Prevê-se que as alterações entrem em vigor já em julho, com uma redução das taxas sobre passageiros aéreos em todas as faixas de distância: as tarifas de curta distância descem de 15,53 para 13,03 euros, as de média distância de 39,34 para 33,01 euros e as de longo curso de 70,83 para 59,43 euros.

“O Ministério Federal das Finanças considera importante que estas reduções sejam repercutidas nos viajantes”, indicou o comunicado.

Mas as medidas ainda precisam de ser aprovadas pelo Bundestag para poderem entrar em vigor.

Resta saber se estes cortes vão aliviar de facto a pressão sobre as carteiras e traduzir-se de um dia para o outro em bilhetes mais baratos.

A complexidade da formação do preço dos bilhetes de avião

O cálculo do preço de um bilhete de avião depende de muitos fatores.
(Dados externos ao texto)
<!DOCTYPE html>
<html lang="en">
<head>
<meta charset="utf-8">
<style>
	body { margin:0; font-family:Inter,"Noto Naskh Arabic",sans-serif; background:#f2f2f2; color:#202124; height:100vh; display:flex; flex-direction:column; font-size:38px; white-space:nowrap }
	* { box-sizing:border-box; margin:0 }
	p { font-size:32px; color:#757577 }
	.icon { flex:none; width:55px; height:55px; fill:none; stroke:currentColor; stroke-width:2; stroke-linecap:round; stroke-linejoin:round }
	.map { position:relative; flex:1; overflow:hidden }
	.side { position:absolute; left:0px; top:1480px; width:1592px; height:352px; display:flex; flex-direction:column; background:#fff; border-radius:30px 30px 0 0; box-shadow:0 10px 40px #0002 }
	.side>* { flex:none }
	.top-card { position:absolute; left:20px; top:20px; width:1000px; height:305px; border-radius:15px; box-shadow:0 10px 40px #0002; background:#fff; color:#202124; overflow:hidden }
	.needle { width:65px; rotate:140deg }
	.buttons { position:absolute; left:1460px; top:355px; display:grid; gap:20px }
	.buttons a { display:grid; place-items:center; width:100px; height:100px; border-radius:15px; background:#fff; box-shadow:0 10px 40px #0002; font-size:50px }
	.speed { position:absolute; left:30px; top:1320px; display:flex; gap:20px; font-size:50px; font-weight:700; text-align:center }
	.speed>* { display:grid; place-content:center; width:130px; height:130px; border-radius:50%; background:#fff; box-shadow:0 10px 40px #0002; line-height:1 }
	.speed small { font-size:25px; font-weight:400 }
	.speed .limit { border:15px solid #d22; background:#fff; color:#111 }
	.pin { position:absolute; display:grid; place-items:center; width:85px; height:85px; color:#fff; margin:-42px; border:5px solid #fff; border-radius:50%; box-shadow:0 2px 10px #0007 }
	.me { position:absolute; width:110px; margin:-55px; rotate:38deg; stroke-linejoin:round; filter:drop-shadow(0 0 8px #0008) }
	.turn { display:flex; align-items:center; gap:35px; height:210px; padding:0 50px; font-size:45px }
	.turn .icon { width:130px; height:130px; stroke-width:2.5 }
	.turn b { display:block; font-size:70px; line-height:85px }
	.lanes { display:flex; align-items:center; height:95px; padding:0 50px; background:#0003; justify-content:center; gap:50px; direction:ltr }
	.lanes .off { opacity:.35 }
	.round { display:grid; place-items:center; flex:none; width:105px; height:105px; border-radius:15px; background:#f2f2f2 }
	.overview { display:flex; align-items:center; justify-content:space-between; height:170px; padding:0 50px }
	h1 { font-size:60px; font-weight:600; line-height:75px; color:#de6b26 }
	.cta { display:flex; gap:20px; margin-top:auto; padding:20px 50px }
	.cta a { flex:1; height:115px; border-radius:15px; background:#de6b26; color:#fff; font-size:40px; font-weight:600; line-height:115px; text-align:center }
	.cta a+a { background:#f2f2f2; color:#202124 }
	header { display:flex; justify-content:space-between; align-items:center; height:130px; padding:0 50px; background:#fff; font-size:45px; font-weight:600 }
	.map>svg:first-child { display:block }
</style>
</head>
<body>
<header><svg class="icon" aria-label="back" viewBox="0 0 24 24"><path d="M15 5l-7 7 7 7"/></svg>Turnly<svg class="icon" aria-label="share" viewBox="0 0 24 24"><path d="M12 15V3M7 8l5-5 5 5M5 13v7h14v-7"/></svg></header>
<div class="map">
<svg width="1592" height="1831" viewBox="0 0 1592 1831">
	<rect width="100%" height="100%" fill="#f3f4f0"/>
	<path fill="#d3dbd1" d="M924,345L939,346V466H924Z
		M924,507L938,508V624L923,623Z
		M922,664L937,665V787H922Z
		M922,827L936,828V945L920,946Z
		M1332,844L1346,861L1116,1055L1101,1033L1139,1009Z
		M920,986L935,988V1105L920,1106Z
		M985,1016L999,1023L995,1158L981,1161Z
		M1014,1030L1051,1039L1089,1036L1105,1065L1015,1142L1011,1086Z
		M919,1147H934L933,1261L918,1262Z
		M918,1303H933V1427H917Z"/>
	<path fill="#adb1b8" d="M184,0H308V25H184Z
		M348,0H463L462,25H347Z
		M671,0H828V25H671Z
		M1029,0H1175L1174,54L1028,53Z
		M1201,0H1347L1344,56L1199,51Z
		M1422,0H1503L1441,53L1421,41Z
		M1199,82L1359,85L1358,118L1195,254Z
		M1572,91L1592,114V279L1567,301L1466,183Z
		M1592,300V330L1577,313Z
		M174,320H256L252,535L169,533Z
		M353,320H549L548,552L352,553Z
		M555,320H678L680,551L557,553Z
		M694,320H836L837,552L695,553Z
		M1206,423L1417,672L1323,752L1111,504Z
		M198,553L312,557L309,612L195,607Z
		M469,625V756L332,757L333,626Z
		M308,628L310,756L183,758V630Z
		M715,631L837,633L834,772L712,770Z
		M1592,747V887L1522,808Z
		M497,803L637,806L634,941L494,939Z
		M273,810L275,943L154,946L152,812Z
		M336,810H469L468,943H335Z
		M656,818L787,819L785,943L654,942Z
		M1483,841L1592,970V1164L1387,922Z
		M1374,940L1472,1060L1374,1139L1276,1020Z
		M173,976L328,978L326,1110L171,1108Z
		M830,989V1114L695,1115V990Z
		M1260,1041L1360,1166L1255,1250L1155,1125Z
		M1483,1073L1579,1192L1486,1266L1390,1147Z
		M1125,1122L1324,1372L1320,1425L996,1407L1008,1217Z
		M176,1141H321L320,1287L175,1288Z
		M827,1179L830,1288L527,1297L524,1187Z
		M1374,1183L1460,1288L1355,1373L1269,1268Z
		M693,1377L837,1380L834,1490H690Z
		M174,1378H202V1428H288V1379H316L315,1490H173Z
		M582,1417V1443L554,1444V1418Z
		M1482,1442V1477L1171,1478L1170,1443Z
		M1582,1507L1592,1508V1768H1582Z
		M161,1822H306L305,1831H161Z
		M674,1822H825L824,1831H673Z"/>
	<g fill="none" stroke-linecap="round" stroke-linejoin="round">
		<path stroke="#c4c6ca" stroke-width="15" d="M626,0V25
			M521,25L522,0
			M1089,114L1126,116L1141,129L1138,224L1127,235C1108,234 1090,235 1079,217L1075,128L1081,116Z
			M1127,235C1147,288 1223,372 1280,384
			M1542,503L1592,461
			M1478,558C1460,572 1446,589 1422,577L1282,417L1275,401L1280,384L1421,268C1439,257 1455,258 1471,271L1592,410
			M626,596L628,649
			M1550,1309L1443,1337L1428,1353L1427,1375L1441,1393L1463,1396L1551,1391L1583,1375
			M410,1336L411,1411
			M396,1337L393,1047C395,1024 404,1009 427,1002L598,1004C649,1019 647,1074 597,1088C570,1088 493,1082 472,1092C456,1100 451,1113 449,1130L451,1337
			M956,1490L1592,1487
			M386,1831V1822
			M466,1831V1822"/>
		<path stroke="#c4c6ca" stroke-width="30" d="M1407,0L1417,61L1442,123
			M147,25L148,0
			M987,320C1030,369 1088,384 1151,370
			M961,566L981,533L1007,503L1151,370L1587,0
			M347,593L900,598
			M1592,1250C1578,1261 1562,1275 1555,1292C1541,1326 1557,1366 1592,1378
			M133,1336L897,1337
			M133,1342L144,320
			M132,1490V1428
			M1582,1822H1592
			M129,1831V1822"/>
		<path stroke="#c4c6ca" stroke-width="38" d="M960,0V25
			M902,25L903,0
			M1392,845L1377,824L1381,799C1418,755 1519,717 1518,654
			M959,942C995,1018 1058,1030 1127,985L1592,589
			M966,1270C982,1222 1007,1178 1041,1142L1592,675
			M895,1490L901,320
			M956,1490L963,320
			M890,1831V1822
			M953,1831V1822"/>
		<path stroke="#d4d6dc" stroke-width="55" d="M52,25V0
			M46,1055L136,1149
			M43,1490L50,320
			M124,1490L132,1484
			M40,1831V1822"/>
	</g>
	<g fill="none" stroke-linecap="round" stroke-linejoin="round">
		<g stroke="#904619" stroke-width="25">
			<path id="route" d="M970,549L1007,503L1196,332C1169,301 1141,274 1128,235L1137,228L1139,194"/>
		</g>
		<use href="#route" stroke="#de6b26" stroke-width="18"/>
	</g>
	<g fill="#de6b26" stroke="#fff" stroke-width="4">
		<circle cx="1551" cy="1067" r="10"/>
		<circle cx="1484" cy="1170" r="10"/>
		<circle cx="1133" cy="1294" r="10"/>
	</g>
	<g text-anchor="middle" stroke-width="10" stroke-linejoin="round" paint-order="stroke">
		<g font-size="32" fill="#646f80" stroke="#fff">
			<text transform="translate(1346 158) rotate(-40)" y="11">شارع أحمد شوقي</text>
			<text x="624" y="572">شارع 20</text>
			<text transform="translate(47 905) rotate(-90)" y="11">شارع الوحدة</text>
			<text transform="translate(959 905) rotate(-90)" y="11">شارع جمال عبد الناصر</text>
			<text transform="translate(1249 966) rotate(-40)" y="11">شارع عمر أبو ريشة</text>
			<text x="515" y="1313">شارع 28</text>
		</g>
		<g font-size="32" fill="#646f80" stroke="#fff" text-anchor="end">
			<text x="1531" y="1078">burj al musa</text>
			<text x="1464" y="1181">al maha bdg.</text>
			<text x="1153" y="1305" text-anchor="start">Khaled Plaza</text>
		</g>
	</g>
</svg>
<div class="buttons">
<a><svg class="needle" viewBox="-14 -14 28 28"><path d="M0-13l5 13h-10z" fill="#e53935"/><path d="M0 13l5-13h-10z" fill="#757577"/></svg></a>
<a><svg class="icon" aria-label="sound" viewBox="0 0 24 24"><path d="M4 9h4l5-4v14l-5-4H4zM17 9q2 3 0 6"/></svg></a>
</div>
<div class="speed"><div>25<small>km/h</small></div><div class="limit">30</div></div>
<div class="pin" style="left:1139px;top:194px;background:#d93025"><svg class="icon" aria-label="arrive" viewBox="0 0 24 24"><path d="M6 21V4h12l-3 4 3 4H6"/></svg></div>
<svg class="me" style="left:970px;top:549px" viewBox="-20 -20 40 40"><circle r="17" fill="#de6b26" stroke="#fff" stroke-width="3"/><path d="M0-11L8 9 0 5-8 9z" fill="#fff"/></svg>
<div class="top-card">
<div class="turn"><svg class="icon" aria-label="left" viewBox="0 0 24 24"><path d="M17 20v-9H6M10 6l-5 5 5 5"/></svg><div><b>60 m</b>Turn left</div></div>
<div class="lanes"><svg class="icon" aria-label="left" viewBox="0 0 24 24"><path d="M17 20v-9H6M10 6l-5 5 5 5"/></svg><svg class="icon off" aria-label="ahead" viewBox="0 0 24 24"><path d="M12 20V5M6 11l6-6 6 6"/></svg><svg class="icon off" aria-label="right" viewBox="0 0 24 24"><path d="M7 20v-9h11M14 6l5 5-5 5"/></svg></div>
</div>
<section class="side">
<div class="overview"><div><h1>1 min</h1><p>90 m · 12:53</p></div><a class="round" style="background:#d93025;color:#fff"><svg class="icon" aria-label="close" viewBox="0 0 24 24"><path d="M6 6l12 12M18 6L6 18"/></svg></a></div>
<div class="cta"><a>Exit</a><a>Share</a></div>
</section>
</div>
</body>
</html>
Desde logo, como bem percebe quem deixa a reserva para a última hora, os preços não são fixos.

As companhias recorrem a preços dinâmicos em função de um "fator de carga" considerado ideal, isto é, da percentagem de lugares ocupados em cada voo.

Quando as reservas são feitas tarde e restam poucos lugares disponíveis, as companhias aéreas sabem que a procura, sobretudo em épocas de férias, será mais elevada. Naturalmente, os algoritmos ajustam as tarifas em tempo real e o preço sobe.

A equação complica-se ainda mais se juntarmos os encargos adicionais impostos pelos governos e pelos aeroportos. Dados de investigação (fonte em inglês) mostram que os primeiros regimes de tributação de voos na Europa surgiram em Itália, França e Reino Unido, na década de 1990, para reforçar as receitas dos orçamentos de Estado.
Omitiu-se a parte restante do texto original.